Google
 

Trailing-Edge - PDP-10 Archives - decus_20tap2_198111 - decus/20-0041/kwic.mem
There are 2 other files named kwic.mem in the archive. Click here to see a list.


     KWIC.RNO%1-1[5 Nov 1977]/HDT


                                        KWIC
                         Key-Word-In-Context Listing Program


     DESCRIPTION

          KWIC produces a listing of a file in which the key words are listed in
     alphabetical order within the context of the lines in which the words
     appear.  The listing would be useful for maintaining listings of
     bibliographies by author and subject or for maintaining listings of any
     kind of a catalog.


     USER INSTRUCTIONS

          The program uses two input files:  a master file which contains the
     lines to be keyword-indexed and a "stop" file which contains words which
     are not to be considered keywords.  I.e., keywords are those words in the
     master file which are not listed in the "stop" file.  A default file with
     common words such as "and", "the", "a", "an", etc., is available for those
     who don't need a special stop file.

          The program produces two output files:  a file which contains the
     listing and a file which lists the frequency of occurrence of the keywords.

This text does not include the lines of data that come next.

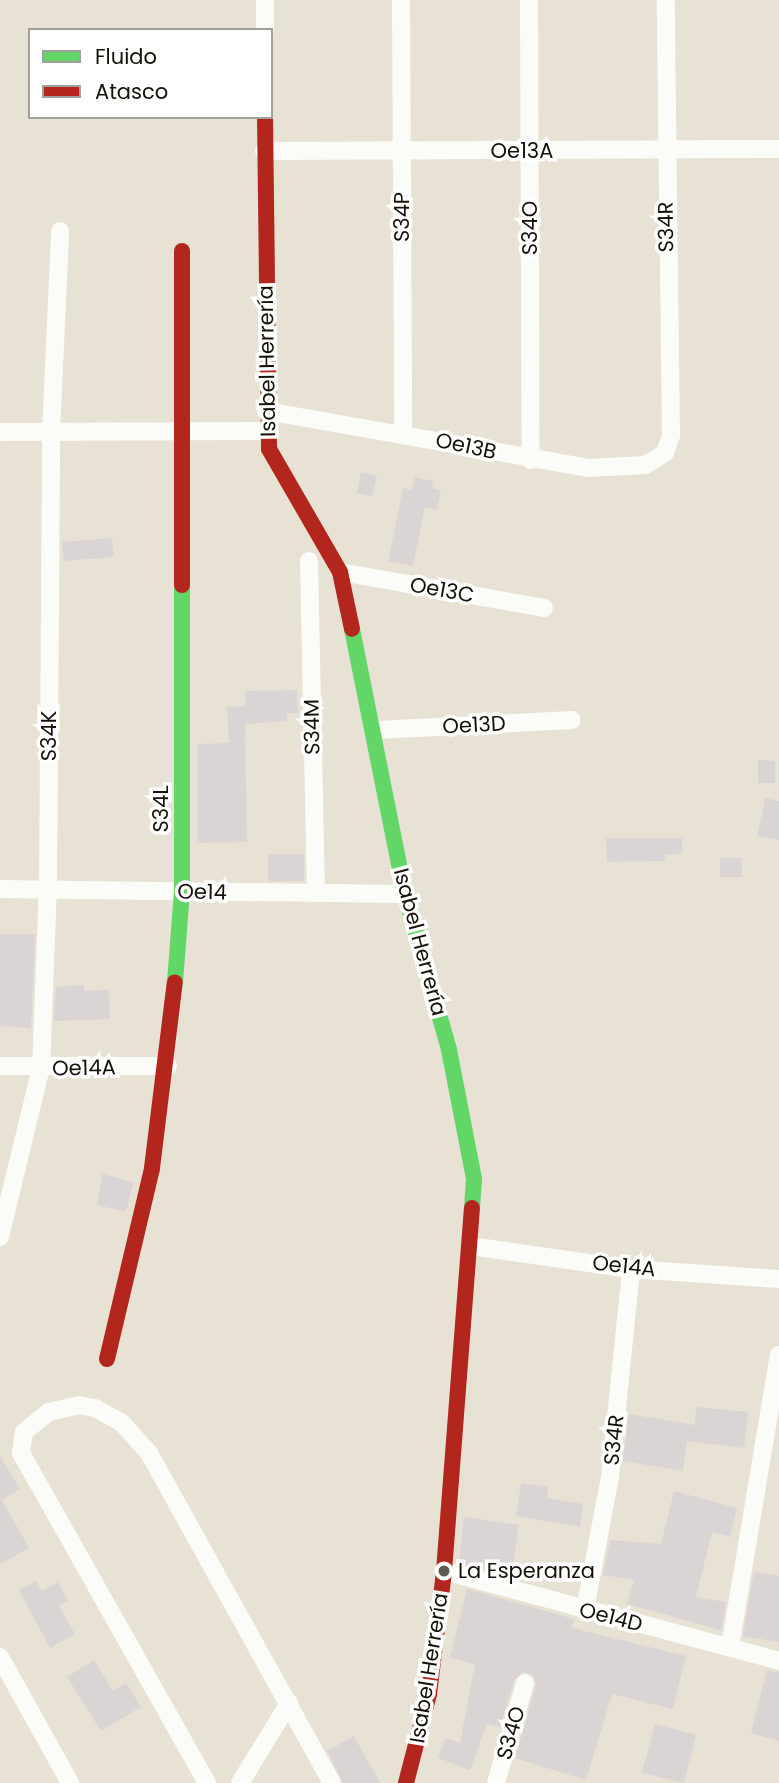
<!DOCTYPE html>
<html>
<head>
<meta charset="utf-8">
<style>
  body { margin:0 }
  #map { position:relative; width:779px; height:1783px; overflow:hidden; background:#e7e2d3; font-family:Poppins,sans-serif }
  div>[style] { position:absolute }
  .building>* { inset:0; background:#dad5d4 }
  .street>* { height:18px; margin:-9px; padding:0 9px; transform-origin:9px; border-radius:9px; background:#fbfbf8 }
  .fast>* { height:16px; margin:-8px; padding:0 8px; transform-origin:8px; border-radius:8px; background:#63d668 }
  .jam>* { height:16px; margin:-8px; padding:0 8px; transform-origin:8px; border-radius:8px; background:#b3261e }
  .dots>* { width:19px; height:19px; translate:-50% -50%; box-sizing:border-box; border:4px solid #fff; border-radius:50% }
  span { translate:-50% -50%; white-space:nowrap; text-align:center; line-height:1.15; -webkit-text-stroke:7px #fff; paint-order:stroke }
  .street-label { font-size:21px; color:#141107 }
  .poi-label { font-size:21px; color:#141107 }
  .left { translate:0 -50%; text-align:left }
  .legend { position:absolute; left:28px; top:28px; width:245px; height:91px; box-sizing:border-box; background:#fff; border:2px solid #a1a09c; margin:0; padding:9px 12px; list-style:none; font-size:21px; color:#141107 }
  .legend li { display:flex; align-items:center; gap:14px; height:35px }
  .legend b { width:35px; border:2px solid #a1a09c }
</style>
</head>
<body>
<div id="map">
  <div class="building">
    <i style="clip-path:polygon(361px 472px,377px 476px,372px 496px,357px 493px)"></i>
    <i style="clip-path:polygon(415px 477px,433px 481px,432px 488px,441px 490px,437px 510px,425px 507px,413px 566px,388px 561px,403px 488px,412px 490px)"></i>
    <i style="clip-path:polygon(112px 538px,114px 557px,64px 561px,62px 542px)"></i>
    <i style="clip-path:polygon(297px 690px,298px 713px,287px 713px,287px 721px,245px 724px,247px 842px,197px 843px,197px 744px,229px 743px,227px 707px,245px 706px,245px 691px)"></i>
    <i style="clip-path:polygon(758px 760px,775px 761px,775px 783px,758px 783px)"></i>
    <i style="clip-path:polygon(765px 798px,779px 801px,779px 840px,757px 836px)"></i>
    <i style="clip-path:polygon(606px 838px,682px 838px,682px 854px,665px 854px,665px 861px,607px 862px)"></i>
    <i style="clip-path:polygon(268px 854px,304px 854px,304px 881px,268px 881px)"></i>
    <i style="clip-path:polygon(720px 858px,742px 858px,742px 877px,720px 877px)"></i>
    <i style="clip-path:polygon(0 934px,35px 934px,31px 1028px,0 1026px)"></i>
    <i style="clip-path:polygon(84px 985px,84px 991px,109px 990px,110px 1019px,54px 1021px,56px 987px)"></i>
    <i style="clip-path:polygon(102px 1174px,133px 1182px,126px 1212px,97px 1205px)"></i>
    <i style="clip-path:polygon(696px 1407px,748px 1412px,744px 1448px,687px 1441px,683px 1471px,623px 1461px,629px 1414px,695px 1425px)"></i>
    <i style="clip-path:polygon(0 1456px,20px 1489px,2px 1500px,29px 1548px,0 1564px)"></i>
    <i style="clip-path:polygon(521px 1483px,548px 1487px,547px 1498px,583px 1504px,580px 1527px,516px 1516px)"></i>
    <i style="clip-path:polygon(674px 1491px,737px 1508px,730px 1537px,712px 1532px,696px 1597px,726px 1602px,721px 1630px,627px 1604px,634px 1580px,603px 1575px,610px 1540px,661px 1544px)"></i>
    <i style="clip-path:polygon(464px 1517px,519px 1525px,511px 1577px,459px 1563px)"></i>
    <i style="clip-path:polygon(754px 1572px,779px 1576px,779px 1642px,743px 1636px)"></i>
    <i style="clip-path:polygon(36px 1581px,42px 1591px,58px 1582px,68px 1601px,59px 1606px,75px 1634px,50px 1648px,19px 1590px)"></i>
    <i style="clip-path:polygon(467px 1589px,574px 1619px,572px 1628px,686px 1656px,673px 1709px,612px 1694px,586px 1780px,515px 1758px,536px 1685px,534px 1676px,523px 1672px,514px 1680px,500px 1727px,487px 1724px,470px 1770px,438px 1758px,445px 1738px,460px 1743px,475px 1664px,450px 1658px)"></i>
    <i style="clip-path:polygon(94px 1660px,113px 1691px,126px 1683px,141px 1707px,101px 1731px,67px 1677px)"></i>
    <i style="clip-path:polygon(767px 1670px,779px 1672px,779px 1741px,751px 1733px)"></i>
    <i style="clip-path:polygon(655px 1724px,696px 1735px,684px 1783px,642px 1773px)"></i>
    <i style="clip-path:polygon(354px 1736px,368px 1762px,381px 1783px,343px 1783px,327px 1751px)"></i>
  </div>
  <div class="street">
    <i style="left:401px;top:0;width:433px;rotate:89.7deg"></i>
    <i style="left:529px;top:0;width:460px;rotate:89.8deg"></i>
    <i style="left:265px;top:30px;width:30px;rotate:-90deg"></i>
    <i style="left:264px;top:151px;width:515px;rotate:-0.22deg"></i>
    <i style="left:266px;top:411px;width:327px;rotate:10deg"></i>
    <i style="left:588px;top:468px;width:57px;rotate:-3deg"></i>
    <i style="left:645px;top:465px;width:23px;rotate:-31deg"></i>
    <i style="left:665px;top:453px;width:18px;rotate:-71deg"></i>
    <i style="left:671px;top:436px;width:436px;rotate:-90.7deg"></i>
    <i style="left:1px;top:432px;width:267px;rotate:-0.2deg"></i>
    <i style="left:309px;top:561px;width:332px;rotate:88.8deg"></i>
    <i style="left:340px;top:572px;width:207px;rotate:10deg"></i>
    <i style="left:376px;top:730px;width:196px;rotate:-2.9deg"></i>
    <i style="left:0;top:889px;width:405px;rotate:0.7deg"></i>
    <i style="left:0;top:1066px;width:168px"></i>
    <i style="left:0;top:1237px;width:174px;rotate:-76.4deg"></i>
    <i style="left:41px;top:1068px;width:179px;rotate:-87.8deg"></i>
    <i style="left:48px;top:889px;width:456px;rotate:-89.6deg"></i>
    <i style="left:51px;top:433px;width:202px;rotate:-87.4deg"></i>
    <i style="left:471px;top:1246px;width:162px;rotate:8.2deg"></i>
    <i style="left:631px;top:1269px;width:148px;rotate:3.9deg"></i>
    <i style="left:444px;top:1571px;width:347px;rotate:15deg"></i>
    <i style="left:585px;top:1610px;width:135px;rotate:-79.4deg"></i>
    <i style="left:610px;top:1477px;width:209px;rotate:-84.2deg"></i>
    <i style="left:730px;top:1647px;width:296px;rotate:-80.5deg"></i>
    <i style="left:0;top:1657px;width:144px;rotate:60.9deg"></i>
    <i style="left:207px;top:1783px;width:379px;rotate:-119.4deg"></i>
    <i style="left:21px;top:1453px;width:21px;rotate:-82deg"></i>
    <i style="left:24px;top:1432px;width:32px;rotate:-39deg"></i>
    <i style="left:49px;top:1412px;width:31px;rotate:-13deg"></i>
    <i style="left:79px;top:1405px;width:16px;rotate:11deg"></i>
    <i style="left:95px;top:1408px;width:31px;rotate:29deg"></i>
    <i style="left:122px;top:1423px;width:40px;rotate:48deg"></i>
    <i style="left:149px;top:1453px;width:377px;rotate:61deg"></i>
    <i style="left:240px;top:1783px;width:94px;rotate:-58.5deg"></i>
    <i style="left:496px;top:1783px;width:104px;rotate:-73.8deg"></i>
  </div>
  <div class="fast">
    <i style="left:352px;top:629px;width:270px;rotate:78.7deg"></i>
    <i style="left:405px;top:894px;width:162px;rotate:74.2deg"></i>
    <i style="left:449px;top:1050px;width:131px;rotate:79deg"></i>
    <i style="left:474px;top:1179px;width:29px;rotate:94deg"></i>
    <i style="left:175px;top:982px;width:90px;rotate:-85.6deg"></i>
    <i style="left:182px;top:892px;width:307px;rotate:-90deg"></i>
  </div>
  <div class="jam">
    <i style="left:265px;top:117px;width:332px;rotate:89.3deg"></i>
    <i style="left:269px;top:449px;width:142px;rotate:60deg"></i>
    <i style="left:340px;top:572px;width:58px;rotate:78.1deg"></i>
    <i style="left:182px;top:251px;width:334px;rotate:90deg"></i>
    <i style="left:107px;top:1359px;width:196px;rotate:-76.7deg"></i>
    <i style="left:152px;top:1168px;width:187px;rotate:-83deg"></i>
    <i style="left:406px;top:1783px;width:92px;rotate:-75.5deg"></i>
    <i style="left:429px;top:1694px;width:124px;rotate:-83deg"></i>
    <i style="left:444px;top:1571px;width:364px;rotate:-85.6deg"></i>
  </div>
  <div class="dots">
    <i style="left:444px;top:1571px;background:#5e5a4e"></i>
  </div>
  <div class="street-label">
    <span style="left:522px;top:151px">Oe13A</span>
    <span style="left:402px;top:217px;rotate:-90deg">S34P</span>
    <span style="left:666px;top:227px;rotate:-91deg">S34R</span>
    <span style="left:530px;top:228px;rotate:-90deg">S34O</span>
    <span style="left:267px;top:361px;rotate:-91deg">Isabel Herrería</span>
    <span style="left:466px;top:446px;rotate:12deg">Oe13B</span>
    <span style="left:442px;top:590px;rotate:10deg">Oe13C</span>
    <span style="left:474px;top:725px;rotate:-3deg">Oe13D</span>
    <span style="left:312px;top:727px;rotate:-91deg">S34M</span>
    <span style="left:49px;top:736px;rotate:-90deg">S34K</span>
    <span style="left:161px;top:809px;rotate:-90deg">S34L</span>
    <span style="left:202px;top:892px;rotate:1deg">Oe14</span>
    <span style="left:420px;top:942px;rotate:75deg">Isabel Herrería</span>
    <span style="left:84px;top:1068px;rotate:-1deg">Oe14A</span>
    <span style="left:624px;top:1266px;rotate:6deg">Oe14A</span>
    <span style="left:614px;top:1440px;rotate:-84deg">S34R</span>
    <span style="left:611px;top:1617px;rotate:14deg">Oe14D</span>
    <span style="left:429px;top:1668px;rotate:-81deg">Isabel Herrería</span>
    <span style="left:511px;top:1733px;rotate:-74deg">S34O</span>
  </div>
  <div class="poi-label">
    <span class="left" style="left:458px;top:1571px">La Esperanza</span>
  </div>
  <ul class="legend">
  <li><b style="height:9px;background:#63d668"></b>Fluido</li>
  <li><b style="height:9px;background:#b3261e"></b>Atasco</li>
  </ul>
</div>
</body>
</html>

          The default device for all files is DSK:.

          To use KWIC, create the master file according to the instructions
     below and optionally create the "stop" file according to the instructions
     below.  Then type the command:

          .L KWIC

     If the program file is not on the library area, see the
     programmer/consultant.

          KWIC will start by requesting the name of the master file:

          MASTER FILE:

     This filename is required.  Type in the name of the file and extension of
     the file (note that all filenames must be typed as uppercase characters!).

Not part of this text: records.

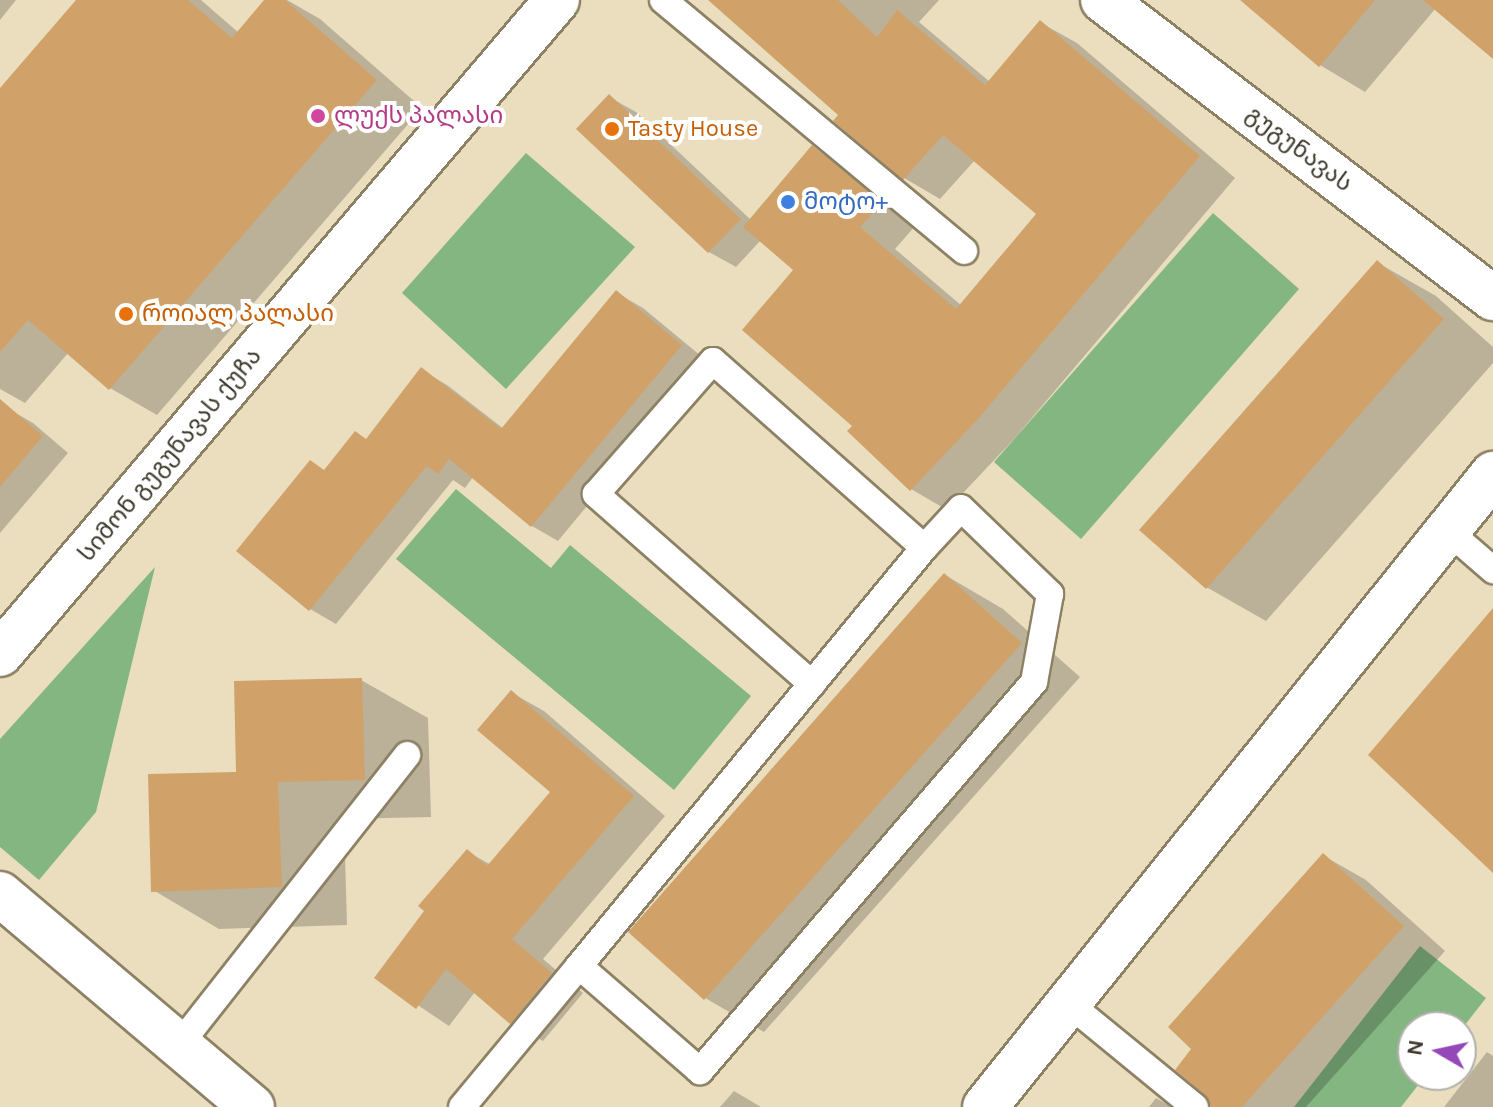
<!DOCTYPE html>
<meta charset="utf-8">
<style>
body{margin:0}
#map{position:relative;width:1493px;height:1107px;overflow:hidden;background:#eadebf;font-family:Karla,"Noto Sans Georgian",sans-serif}
div>[style]{position:absolute}
.forest>*{inset:0;background:#84b681}
.shadow>*{inset:0;background:#0003}
.building>*{inset:0;background:#d0a269}
.roads{filter:drop-shadow(2px 0 #8d8165) drop-shadow(-2px 0 #8d8165) drop-shadow(0 2px #8d8165) drop-shadow(0 -2px #8d8165)}
.service>*{height:26px;margin:-13px;padding:0 13px;transform-origin:13px;border-radius:13px;background:#fff}
.minor>*{height:44px;margin:-22px;padding:0 22px;transform-origin:22px;border-radius:22px;background:#fff}
.secondary>*{height:44px;margin:-22px;padding:0 22px;transform-origin:22px;border-radius:22px;background:#fff}
.dots>*{width:22px;height:22px;translate:-50% -50%;box-sizing:border-box;border:4px solid #fff;border-radius:50%}
span{translate:-50% -50%;white-space:nowrap;text-align:center;line-height:1.15;-webkit-text-stroke:8px #fff;paint-order:stroke}
.hotel-label{font-size:24px;color:#b23c85}
.left{translate:0 -50%;text-align:left}
.food-label{font-size:24px;color:#c56008}
.street-label{font-size:24px;color:#3e392c}
.shop-label{font-size:24px;color:#366cbe}
.north{position:absolute;left:1397px;top:1011px;width:80px;height:80px;box-sizing:border-box;background:#fff;border:2px solid #b2b0ab;border-radius:50%;rotate:279deg;font-size:22px;font-weight:700;line-height:32px;text-align:center;color:#3e392c}
.north::after{content:'';display:block;margin:auto;width:28px;height:36px;background:#9347b9;clip-path:polygon(50% 0,100% 100%,50% 72%,0 100%)}
</style>
<div id="map">
<div class="forest">
<i style="clip-path:polygon(526px 153px,635px 247px,506px 389px,402px 293px)"></i>
<i style="clip-path:polygon(1213px 213px,1299px 289px,1081px 539px,994px 462px)"></i>
<i style="clip-path:polygon(456px 489px,551px 568px,570px 545px,751px 696px,674px 790px,396px 559px)"></i>
<i style="clip-path:polygon(155px 567px,96px 812px,39px 880px,0 847px,0 739px)"></i>
<i style="clip-path:polygon(1420px 946px,1486px 998px,1461px 1030px,1461px 1027px,1413px 1027px,1413px 1075px,1426px 1075px,1401px 1107px,1294px 1107px)"></i>
</div>
<div class="shadow">
<i style="clip-path:polygon(0 0,16px 0,0 20px)"></i>
<i style="clip-path:polygon(78px 0,201px 0,239px 33px,267px 0,287px 0,320px 19px,422px 108px,157px 415px,110px 388px,69px 352px,25px 403px,0 389px,0 91px)"></i>
<i style="clip-path:polygon(729px 0,939px 0,919px 22px,990px 82px,1041px 23px,1077px 43px,1235px 178px,1014px 439px,947px 510px,911px 489px,854px 426px,796px 269px,761px 240px,736px 267px,709px 252px,579px 128px,609px 97px,636px 112px,751px 220px,812px 148px,848px 168px,916px 225px,895px 249px,962px 306px,1039px 214px,975px 160px,940px 199px,904px 178px)"></i>
<i style="clip-path:polygon(1243px 0,1493px 0,1493px 57px,1436px 8px,1365px 92px,1320px 65px)"></i>
<i style="clip-path:polygon(1378px 263px,1436px 296px,1493px 347px,1493px 363px,1266px 621px,1208px 588px,1142px 530px)"></i>
<i style="clip-path:polygon(617px 293px,643px 308px,707px 361px,558px 541px,532px 526px,473px 477px,465px 488px,453px 480px,336px 624px,310px 609px,326px 471px,367px 440px,421px 370px,447px 385px,504px 429px)"></i>
<i style="clip-path:polygon(7px 408px,33px 423px,68px 453px,0 533px,0 416px)"></i>
<i style="clip-path:polygon(945px 575px,1003px 609px,1080px 677px,764px 1032px,705px 998px)"></i>
<i style="clip-path:polygon(361px 680px,428px 718px,431px 817px,344px 819px,347px 925px,219px 929px,153px 890px,238px 774px)"></i>
<i style="clip-path:polygon(512px 693px,544px 711px,665px 816px,543px 959px,583px 993px,543px 1041px,511px 1023px,475px 992px,449px 1026px,377px 978px,468px 852px,491px 865px,552px 792px)"></i>
<i style="clip-path:polygon(1324px 856px,1366px 880px,1445px 951px,1306px 1107px,1211px 1107px)"></i>
<i style="clip-path:polygon(1487px 1052px,1493px 1056px,1493px 1107px,1444px 1107px)"></i>
<i style="clip-path:polygon(734px 1091px,761px 1107px,720px 1107px)"></i>
<i style="clip-path:polygon(1156px 1098px,1172px 1107px,1149px 1107px)"></i>
</div>
<div class="building">
<i style="clip-path:polygon(76px 0,188px 0,232px 38px,264px 0,285px 0,377px 80px,109px 390px,28px 320px,0 352px,0 88px)"></i>
<i style="clip-path:polygon(708px 0,838px 0,877px 37px,897px 10px,985px 85px,1040px 20px,1200px 156px,978px 419px,910px 491px,847px 431px,852px 426px,742px 330px,793px 270px,743px 227px,812px 145px,882px 203px,860px 227px,956px 309px,1036px 214px,943px 135px,903px 180px,833px 121px,838px 115px)"></i>
<i style="clip-path:polygon(1240px 0,1375px 0,1319px 67px)"></i>
<i style="clip-path:polygon(1423px 0,1493px 0,1493px 59px)"></i>
<i style="clip-path:polygon(609px 94px,741px 219px,708px 253px,576px 129px)"></i>
<i style="clip-path:polygon(1377px 260px,1444px 319px,1206px 589px,1139px 530px)"></i>
<i style="clip-path:polygon(616px 290px,682px 345px,531px 527px,449px 459px,438px 474px,427px 466px,309px 611px,236px 551px,310px 460px,324px 470px,355px 431px,366px 439px,421px 367px,501px 429px)"></i>
<i style="clip-path:polygon(0 399px,43px 436px,0 487px)"></i>
<i style="clip-path:polygon(944px 573px,1022px 643px,704px 1000px,628px 932px)"></i>
<i style="clip-path:polygon(1493px 608px,1493px 873px,1368px 755px)"></i>
<i style="clip-path:polygon(362px 678px,365px 780px,278px 782px,282px 887px,151px 892px,148px 774px,236px 772px,234px 681px)"></i>
<i style="clip-path:polygon(511px 690px,634px 796px,512px 939px,552px 973px,510px 1024px,446px 969px,416px 1009px,374px 978px,424px 911px,418px 906px,467px 849px,487px 866px,550px 792px,477px 730px)"></i>
<i style="clip-path:polygon(1323px 853px,1404px 926px,1242px 1107px,1211px 1107px,1205px 1095px,1175px 1070px,1191px 1049px,1168px 1027px)"></i>
</div>
<div class="roads">
<div class="service">
<i style="left:663px;top:0;width:392px;rotate:39.8deg"></i>
<i style="left:1448px;top:531px;width:60px;rotate:40.9deg"></i>
<i style="left:812px;top:684px;width:288px;rotate:-138.7deg"></i>
<i style="left:596px;top:494px;width:177px;rotate:-48.7deg"></i>
<i style="left:713px;top:361px;width:282px;rotate:41.5deg"></i>
<i style="left:1068px;top:1003px;width:164px;rotate:39.3deg"></i>
<i style="left:179px;top:1045px;width:369px;rotate:-51.8deg"></i>
<i style="left:462px;top:1107px;width:183px;rotate:-50.3deg"></i>
<i style="left:579px;top:966px;width:542px;rotate:-50.47deg"></i>
<i style="left:924px;top:548px;width:54px;rotate:-47.2deg"></i>
<i style="left:961px;top:508px;width:124px;rotate:44deg"></i>
<i style="left:1050px;top:594px;width:89px;rotate:100.3deg"></i>
<i style="left:1034px;top:682px;width:513px;rotate:130.65deg"></i>
<i style="left:700px;top:1071px;width:160px;rotate:-139deg"></i>
</div>
<div class="minor">
<i style="left:1103px;top:0;width:491px;rotate:37.4deg"></i>
<i style="left:0;top:894px;width:330px;rotate:40.2deg"></i>
<i style="left:985px;top:1107px;width:812px;rotate:-51.25deg"></i>
</div>
<div class="secondary">
<i style="left:0;top:654px;width:859px;rotate:-49.58deg"></i>
</div>
</div>
<div class="dots">
<i style="left:318px;top:116px;background:#d1479c"></i>
<i style="left:612px;top:129px;background:#e8710a"></i>
<i style="left:788px;top:202px;background:#3f7fe0"></i>
<i style="left:126px;top:314px;background:#e8710a"></i>
</div>
<div class="hotel-label">
<span class="left" style="left:334px;top:116px">ლუქს პალასი</span>
</div>
<div class="food-label">
<span class="left" style="left:628px;top:129px">Tasty House</span>
<span class="left" style="left:142px;top:314px">როიალ პალასი</span>
</div>
<div class="street-label">
<span style="left:1299px;top:149px;rotate:37deg">გუგუნავას</span>
<span style="left:170px;top:455px;rotate:-50deg">სიმონ გუგუნავას ქუჩა</span>
</div>
<div class="shop-label">
<span class="left" style="left:804px;top:202px">მოტო+</span>
</div>
<div class="north">N</div>
</div>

          KWIC will request the name of the "stop" file:

          STOP FILE:

     Supply the name and extension of your stop file if you have one.  The
     default extension is ".STP".  If you do not want to create your own stop
     file, just type a carriage return to use the default stop file, KWIC.STP,
     which is available from the library area.
     KWIC.RNO%1-1[5 Nov 1977]/HDT                                         Page 2
     User Instructions


          KWIC will ask for the name of the listing (index) file:

          INDEX FILE:

     If you type a carriage return, KWIC will give the listing file the name of
     your master file and the extension of ".NDX".  If this is not acceptable,
     type in your own filename and extension.  (Default extension is ".NDX".)

          KWIC will now ask for the name of the output frequency file:

          FREQUENCY FILE:

     Again, if you type a carriage return, KWIC will give the fequency file the
     name of your master file and the extension ".FRQ".  If this is not
     acceptable, type in your own filename and extension.  (Default extension is
     ".FRQ".)

          Finally, KWIC asks for a listing title:

          LISTING TITLE:

     The title typed in will be printed at the top of each page.  It can be up
     to 80 characters long.

          KWIC now reads in the stop file and informs you of the core required,
     then reads in the master file and informs you of the additional core
     required.  Finally, KWIC generates the listing and frequency files.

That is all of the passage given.